I assume the zero_grad would need to go in the same if block?
Sorry came a bit late to this reply. Interesting, well, nobody says it's a monotonic function :-) in the limit of _very_ large batches you of course are worse off, because you take a very large amount of computation before taking a single step, so if you stop after a fixed amount of time your model just didn't have the time to learn properly. So certainly there is a sweet spot somewhere.
I suppose, the real "function" is a bit more complicated because
(1) If you put 2x more data through the same GPU with large enough memory, it will take less than 2x the time to compute (but certainly not 1x).

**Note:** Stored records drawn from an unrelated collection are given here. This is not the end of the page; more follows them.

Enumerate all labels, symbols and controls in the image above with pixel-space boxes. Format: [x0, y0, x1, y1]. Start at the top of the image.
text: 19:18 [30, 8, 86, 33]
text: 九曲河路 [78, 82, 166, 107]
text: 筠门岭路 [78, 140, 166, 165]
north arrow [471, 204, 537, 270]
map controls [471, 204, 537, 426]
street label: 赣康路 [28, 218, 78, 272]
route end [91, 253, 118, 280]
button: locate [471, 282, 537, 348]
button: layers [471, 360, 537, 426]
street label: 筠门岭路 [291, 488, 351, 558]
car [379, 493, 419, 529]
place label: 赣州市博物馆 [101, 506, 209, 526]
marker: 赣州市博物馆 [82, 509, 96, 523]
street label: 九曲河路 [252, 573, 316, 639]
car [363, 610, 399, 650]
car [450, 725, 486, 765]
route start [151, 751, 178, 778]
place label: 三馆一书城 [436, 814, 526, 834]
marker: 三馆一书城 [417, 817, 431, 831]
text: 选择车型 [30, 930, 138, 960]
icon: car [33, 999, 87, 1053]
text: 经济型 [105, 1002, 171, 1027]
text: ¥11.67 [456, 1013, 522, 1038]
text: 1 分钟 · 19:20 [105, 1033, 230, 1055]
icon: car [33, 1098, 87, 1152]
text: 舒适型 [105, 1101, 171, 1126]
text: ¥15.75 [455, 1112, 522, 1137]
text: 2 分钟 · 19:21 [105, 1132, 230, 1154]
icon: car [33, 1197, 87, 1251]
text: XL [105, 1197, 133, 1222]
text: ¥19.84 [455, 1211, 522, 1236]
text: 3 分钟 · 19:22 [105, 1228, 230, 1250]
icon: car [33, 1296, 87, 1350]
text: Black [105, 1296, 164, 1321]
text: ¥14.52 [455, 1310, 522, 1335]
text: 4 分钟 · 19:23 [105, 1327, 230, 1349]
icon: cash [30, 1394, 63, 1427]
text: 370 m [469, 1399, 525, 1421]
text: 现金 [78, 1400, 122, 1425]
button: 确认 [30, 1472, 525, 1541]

(2) At some point, empirically, increasing batch size makes it _worse_ even if you ignore the additional runtime cost (i.e. stop after n gradient update steps, and not x seconds). To my knowledge, the accepted reason for that fact is that a bit of noise helps in regularizing learning, because overly smooth learning curves end up stagnating in local loss minima more easily. In truth, I think nobody exactly understand how deep learning models work :-)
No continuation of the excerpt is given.